__DATA FOR THE TASK__:
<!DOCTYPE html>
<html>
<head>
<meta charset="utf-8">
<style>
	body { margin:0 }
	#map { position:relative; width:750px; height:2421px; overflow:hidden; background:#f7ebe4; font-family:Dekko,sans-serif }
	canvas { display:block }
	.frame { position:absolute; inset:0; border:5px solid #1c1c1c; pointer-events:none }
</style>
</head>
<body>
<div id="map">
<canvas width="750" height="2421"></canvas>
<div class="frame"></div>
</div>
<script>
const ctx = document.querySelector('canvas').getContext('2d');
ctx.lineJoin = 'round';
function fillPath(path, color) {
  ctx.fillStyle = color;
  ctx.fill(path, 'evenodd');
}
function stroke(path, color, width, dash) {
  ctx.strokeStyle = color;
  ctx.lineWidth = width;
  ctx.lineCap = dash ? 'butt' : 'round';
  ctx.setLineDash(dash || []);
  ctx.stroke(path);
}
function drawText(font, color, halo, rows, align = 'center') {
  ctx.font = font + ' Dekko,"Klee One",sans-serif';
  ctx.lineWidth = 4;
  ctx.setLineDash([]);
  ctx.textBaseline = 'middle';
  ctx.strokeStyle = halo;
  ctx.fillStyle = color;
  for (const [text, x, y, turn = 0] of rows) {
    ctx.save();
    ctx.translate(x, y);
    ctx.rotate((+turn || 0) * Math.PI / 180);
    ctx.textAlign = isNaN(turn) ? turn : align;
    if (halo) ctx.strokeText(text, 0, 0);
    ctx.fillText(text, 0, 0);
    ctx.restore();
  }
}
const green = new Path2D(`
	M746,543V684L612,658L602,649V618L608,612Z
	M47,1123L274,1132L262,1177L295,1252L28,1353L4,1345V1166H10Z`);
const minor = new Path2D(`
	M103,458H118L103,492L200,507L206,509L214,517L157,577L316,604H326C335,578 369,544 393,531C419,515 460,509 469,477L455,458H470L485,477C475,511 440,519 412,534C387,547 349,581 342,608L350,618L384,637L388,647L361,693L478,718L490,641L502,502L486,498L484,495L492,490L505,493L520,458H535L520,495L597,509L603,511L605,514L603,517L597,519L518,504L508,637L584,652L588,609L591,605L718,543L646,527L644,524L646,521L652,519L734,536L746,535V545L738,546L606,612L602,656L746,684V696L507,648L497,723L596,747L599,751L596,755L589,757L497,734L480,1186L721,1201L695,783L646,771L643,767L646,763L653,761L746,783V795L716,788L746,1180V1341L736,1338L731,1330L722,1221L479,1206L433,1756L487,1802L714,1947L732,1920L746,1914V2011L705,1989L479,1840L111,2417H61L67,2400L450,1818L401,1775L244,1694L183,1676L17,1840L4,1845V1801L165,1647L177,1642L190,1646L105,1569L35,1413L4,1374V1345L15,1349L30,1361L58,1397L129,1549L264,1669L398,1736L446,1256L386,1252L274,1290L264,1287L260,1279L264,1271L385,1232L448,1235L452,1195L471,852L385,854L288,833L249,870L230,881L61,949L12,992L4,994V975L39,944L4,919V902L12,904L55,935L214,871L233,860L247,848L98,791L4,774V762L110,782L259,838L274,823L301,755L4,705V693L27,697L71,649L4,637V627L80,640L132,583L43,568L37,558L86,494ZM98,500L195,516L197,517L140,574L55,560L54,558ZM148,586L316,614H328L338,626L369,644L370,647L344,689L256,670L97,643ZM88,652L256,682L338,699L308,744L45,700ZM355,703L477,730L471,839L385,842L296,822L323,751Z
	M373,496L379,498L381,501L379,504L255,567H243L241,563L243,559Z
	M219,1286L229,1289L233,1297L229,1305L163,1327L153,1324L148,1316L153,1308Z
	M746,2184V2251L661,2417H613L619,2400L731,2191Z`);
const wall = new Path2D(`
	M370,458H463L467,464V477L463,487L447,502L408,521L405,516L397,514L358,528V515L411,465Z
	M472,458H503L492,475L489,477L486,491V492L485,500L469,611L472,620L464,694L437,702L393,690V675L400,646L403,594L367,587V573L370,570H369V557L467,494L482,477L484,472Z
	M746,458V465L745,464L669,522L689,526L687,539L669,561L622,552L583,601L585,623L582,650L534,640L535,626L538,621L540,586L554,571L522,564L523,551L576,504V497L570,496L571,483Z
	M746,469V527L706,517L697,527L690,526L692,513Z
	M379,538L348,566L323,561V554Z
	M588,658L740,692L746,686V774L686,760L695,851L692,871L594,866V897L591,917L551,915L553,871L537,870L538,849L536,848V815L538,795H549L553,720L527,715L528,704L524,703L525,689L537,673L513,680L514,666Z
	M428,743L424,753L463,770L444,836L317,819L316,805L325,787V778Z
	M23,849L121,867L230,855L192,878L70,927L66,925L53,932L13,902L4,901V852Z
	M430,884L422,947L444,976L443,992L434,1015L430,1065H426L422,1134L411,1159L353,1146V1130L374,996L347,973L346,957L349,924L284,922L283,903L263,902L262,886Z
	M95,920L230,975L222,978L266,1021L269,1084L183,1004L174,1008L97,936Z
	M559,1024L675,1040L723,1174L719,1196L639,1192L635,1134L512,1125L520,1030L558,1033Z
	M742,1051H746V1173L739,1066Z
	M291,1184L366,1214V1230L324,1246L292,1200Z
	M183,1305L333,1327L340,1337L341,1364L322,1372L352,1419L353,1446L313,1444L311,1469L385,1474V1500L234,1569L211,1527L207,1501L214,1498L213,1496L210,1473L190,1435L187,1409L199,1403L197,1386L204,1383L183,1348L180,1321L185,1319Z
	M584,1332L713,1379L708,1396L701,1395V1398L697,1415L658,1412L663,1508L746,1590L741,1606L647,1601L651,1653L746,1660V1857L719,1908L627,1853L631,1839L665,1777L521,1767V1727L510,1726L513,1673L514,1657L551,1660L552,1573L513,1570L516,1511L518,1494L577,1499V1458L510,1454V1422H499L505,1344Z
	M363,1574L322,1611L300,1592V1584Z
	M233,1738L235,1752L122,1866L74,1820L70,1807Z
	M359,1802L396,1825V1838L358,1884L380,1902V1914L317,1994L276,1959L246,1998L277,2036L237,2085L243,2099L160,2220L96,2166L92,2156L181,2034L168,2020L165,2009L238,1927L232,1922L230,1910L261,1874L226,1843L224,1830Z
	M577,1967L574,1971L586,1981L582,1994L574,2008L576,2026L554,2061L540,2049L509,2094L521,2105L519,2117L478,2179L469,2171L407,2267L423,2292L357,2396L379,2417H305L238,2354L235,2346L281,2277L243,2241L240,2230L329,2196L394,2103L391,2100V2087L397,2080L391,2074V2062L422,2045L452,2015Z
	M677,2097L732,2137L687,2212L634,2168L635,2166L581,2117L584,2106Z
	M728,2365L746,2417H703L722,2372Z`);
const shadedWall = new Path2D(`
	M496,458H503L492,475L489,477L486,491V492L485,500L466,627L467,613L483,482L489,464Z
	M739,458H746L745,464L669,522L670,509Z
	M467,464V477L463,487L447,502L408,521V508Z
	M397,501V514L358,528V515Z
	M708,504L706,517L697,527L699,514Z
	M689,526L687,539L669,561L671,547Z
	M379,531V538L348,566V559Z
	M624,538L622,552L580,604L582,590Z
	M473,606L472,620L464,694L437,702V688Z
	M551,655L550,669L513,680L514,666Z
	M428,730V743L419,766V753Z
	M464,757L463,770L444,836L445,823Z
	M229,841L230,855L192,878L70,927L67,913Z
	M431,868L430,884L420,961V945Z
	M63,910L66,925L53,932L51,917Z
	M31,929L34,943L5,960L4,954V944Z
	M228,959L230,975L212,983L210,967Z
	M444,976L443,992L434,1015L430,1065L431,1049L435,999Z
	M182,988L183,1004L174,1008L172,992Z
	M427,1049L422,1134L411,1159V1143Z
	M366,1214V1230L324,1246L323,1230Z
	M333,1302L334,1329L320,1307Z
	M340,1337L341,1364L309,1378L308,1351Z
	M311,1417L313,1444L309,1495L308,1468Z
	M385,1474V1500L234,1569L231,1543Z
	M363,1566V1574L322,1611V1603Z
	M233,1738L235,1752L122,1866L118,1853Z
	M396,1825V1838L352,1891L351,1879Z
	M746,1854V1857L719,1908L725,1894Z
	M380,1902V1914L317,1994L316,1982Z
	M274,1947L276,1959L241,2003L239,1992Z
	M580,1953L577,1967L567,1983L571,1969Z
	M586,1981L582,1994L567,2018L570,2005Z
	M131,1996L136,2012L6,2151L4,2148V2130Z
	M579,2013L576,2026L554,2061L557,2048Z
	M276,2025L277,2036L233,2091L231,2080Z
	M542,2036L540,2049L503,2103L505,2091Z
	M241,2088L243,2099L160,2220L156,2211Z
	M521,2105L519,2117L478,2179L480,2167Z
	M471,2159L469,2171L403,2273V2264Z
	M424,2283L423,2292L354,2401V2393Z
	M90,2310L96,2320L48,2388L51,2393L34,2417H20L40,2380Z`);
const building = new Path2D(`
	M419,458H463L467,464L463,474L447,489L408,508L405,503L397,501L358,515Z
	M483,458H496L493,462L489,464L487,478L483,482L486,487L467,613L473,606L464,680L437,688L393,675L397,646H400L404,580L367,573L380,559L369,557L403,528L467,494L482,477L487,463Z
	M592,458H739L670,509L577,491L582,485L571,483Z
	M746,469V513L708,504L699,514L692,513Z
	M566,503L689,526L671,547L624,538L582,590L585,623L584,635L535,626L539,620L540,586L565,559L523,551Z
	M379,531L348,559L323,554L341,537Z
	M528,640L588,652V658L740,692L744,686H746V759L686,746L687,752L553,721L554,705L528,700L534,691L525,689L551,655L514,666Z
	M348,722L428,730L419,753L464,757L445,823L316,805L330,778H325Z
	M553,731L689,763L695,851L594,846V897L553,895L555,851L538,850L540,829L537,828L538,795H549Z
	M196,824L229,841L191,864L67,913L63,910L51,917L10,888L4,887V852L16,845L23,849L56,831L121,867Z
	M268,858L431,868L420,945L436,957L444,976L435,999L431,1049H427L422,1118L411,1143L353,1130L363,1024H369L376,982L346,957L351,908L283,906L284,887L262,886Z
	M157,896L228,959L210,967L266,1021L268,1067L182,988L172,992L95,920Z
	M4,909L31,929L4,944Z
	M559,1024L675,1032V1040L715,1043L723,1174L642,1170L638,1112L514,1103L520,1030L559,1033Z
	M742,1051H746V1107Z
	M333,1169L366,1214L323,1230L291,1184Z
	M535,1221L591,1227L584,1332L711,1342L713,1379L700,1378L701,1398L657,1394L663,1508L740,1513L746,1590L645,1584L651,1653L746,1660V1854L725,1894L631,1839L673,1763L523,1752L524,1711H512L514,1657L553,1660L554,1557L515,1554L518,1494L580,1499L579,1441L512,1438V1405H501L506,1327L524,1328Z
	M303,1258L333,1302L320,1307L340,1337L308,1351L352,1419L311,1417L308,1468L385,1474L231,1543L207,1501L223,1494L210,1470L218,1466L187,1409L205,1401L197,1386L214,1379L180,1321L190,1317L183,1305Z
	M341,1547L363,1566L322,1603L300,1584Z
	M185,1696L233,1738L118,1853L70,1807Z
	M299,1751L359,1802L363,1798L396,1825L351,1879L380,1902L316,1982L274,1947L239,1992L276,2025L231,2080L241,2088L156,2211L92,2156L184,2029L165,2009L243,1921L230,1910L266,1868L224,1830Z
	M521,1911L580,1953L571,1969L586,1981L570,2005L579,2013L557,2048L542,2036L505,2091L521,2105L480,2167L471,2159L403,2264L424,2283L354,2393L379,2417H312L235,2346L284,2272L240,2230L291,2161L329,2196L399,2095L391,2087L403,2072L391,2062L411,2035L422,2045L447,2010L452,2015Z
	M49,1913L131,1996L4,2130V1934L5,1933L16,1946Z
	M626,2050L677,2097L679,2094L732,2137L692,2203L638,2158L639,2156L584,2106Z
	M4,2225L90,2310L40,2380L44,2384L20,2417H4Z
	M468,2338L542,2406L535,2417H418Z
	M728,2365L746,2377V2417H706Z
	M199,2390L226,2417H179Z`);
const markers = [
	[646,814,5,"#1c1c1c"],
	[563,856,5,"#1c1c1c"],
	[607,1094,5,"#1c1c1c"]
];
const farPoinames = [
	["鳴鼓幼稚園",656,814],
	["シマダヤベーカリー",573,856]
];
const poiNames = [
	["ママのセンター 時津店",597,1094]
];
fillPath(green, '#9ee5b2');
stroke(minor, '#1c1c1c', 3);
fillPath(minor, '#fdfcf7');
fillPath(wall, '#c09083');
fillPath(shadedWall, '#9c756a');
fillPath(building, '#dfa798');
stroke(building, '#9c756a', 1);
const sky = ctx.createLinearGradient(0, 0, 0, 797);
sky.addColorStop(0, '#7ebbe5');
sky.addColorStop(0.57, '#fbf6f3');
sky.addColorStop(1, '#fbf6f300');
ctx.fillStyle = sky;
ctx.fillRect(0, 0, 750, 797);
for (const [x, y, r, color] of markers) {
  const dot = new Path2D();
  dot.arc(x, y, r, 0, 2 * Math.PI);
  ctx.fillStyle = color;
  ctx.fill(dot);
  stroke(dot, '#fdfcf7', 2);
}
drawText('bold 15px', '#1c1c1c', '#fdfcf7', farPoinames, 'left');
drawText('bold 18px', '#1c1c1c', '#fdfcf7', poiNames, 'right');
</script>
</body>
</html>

__WHAT NEEDS TO BE DONE__: Give back, exactly as written, the stretch from the line with "ctx.stroke(path);" through the line with "const minor = new", and no other lines from the records above.

__WRITTEN SOLUTION__:
  ctx.stroke(path);
}
function drawText(font, color, halo, rows, align = 'center') {
  ctx.font = font + ' Dekko,"Klee One",sans-serif';
  ctx.lineWidth = 4;
  ctx.setLineDash([]);
  ctx.textBaseline = 'middle';
  ctx.strokeStyle = halo;
  ctx.fillStyle = color;
  for (const [text, x, y, turn = 0] of rows) {
    ctx.save();
    ctx.translate(x, y);
    ctx.rotate((+turn || 0) * Math.PI / 180);
    ctx.textAlign = isNaN(turn) ? turn : align;
    if (halo) ctx.strokeText(text, 0, 0);
    ctx.fillText(text, 0, 0);
    ctx.restore();
  }
}
const green = new Path2D(`
	M746,543V684L612,658L602,649V618L608,612Z
	M47,1123L274,1132L262,1177L295,1252L28,1353L4,1345V1166H10Z`);
const minor = new Path2D(`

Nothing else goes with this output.